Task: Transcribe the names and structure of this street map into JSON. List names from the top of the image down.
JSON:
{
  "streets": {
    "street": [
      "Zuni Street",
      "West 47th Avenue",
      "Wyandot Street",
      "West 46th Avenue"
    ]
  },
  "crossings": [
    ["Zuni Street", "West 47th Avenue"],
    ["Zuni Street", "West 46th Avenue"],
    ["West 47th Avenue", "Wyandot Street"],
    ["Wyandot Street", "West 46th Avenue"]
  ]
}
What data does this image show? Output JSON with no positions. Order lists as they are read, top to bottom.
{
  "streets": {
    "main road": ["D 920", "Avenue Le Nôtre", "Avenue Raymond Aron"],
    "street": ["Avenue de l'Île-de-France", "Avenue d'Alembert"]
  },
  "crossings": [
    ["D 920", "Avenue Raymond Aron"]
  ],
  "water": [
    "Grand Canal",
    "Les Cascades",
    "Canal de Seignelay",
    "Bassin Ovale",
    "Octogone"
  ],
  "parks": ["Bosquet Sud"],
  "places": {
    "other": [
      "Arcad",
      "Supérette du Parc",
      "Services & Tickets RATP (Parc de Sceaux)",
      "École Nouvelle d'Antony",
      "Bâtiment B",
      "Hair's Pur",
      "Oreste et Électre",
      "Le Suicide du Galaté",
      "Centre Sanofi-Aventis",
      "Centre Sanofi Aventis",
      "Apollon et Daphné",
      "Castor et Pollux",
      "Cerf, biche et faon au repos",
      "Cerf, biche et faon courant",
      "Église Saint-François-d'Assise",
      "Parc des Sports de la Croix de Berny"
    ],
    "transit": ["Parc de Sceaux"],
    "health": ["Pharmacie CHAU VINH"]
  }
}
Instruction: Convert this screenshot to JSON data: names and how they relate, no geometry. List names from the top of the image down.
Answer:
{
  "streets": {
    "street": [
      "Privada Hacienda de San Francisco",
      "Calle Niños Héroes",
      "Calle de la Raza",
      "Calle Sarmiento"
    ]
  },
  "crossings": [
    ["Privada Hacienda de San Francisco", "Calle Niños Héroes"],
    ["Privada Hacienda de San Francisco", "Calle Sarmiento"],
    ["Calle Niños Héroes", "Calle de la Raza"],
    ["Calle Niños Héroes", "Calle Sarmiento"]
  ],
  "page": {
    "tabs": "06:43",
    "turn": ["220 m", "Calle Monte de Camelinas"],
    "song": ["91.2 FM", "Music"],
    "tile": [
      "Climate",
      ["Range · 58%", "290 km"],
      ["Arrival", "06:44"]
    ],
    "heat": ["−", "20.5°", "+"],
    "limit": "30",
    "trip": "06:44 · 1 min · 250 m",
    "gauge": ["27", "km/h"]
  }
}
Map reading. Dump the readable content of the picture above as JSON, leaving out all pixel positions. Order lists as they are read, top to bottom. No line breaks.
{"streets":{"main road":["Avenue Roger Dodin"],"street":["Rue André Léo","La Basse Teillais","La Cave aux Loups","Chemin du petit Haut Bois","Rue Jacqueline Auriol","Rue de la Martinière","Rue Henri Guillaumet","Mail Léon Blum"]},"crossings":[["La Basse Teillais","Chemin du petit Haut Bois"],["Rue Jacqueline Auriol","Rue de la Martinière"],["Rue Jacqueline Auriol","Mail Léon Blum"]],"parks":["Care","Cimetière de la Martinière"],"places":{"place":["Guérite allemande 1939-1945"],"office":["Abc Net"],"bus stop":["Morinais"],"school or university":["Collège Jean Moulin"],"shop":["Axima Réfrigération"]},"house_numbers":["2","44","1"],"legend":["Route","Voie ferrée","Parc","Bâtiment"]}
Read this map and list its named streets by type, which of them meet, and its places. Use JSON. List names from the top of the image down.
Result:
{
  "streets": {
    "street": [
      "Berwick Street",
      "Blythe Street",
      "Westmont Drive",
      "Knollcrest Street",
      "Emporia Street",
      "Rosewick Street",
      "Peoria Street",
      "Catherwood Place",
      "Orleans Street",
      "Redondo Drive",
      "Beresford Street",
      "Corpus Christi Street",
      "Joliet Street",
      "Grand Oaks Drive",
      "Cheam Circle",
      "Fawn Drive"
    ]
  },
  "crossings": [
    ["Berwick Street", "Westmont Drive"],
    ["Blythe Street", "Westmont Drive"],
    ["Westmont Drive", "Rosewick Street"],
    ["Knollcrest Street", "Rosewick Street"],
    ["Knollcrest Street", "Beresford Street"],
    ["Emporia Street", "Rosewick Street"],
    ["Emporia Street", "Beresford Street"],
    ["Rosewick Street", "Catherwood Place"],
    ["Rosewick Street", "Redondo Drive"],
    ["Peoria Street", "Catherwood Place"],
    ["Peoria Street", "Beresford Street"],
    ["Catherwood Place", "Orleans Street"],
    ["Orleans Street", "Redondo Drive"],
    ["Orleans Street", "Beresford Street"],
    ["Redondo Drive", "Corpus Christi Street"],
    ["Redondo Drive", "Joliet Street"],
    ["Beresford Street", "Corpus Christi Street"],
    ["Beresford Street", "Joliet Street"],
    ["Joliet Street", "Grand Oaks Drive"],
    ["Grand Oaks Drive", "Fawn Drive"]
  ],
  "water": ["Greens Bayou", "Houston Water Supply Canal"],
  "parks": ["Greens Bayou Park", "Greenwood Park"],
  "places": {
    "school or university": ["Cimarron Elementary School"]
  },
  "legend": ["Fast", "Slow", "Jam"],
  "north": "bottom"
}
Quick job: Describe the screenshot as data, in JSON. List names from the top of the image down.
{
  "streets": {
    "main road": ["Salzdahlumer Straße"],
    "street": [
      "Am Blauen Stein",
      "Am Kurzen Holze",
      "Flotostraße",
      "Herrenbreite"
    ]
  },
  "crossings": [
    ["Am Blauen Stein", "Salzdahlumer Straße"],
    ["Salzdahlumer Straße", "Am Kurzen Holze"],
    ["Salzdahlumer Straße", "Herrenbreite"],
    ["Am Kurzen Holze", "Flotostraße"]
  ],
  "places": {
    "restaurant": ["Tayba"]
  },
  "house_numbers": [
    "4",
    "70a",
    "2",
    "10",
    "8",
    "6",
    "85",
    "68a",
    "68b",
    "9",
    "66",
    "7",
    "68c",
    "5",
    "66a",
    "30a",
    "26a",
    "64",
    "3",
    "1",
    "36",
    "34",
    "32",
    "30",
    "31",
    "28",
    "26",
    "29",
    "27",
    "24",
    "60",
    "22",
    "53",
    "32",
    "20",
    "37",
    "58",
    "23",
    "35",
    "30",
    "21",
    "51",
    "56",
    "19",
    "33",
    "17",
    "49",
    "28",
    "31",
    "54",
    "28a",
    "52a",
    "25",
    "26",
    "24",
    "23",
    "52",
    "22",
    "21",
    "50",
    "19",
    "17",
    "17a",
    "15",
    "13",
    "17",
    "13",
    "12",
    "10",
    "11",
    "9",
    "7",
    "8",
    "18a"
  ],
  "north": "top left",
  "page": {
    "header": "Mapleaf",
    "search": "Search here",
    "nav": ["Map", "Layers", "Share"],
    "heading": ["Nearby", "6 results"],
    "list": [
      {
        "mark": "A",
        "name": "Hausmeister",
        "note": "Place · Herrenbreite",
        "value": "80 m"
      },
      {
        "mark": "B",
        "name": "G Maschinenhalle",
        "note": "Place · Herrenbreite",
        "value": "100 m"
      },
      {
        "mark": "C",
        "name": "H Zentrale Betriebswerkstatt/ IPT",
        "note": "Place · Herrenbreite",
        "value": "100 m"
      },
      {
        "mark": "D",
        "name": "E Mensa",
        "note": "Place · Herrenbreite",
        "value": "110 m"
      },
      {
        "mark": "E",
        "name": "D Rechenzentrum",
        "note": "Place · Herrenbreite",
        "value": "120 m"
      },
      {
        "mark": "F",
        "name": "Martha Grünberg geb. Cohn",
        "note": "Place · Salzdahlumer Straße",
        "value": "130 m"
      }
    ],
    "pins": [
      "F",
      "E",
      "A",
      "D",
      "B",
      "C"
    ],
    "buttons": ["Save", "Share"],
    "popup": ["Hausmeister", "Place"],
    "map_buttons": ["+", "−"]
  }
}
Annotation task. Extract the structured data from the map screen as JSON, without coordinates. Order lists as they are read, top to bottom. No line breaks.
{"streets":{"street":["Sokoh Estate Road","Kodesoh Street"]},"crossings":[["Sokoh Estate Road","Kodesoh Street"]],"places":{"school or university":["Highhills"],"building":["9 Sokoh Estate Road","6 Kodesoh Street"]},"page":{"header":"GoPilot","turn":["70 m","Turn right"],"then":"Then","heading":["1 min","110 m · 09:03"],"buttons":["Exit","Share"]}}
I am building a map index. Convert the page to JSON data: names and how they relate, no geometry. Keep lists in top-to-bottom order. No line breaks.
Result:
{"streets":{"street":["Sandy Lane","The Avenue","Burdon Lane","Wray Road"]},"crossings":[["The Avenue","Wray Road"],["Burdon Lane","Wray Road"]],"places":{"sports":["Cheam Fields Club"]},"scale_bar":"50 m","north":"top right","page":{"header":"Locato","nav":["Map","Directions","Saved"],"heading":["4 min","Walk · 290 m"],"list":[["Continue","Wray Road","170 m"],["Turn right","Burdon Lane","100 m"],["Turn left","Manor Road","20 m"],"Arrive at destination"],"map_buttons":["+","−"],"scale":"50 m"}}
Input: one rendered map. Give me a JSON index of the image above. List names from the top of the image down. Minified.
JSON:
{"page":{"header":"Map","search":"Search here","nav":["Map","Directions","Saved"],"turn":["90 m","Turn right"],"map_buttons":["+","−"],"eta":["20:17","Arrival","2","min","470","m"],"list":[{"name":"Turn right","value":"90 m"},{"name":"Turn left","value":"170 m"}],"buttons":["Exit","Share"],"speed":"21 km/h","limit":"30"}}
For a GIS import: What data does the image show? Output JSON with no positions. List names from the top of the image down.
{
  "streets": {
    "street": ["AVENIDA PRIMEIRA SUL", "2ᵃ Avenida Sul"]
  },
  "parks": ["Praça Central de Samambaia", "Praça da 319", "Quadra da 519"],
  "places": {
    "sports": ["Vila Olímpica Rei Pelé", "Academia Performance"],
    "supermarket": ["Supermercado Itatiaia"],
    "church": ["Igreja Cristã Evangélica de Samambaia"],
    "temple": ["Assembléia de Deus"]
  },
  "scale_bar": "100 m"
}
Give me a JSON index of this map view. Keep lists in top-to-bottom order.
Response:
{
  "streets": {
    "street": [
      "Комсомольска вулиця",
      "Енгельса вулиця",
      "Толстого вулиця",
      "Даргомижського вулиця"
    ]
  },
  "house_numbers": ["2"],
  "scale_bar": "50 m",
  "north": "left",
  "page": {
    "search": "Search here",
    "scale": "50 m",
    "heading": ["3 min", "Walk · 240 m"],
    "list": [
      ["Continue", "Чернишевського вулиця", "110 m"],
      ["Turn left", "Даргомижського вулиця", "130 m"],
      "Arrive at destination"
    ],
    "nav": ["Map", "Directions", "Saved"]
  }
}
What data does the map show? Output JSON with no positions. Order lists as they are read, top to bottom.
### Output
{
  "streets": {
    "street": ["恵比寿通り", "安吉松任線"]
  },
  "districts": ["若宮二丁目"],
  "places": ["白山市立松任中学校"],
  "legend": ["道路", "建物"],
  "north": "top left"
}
_ _ _ _ _ _ _
*Brief*. Isolate each line of the listing above that includes "Héroes". Copy it.

*Answer box*.
      "Calle Niños Héroes",
    ["Privada Hacienda de San Francisco", "Calle Niños Héroes"],
    ["Calle Niños Héroes", "Calle de la Raza"],
    ["Calle Niños Héroes", "Calle Sarmiento"]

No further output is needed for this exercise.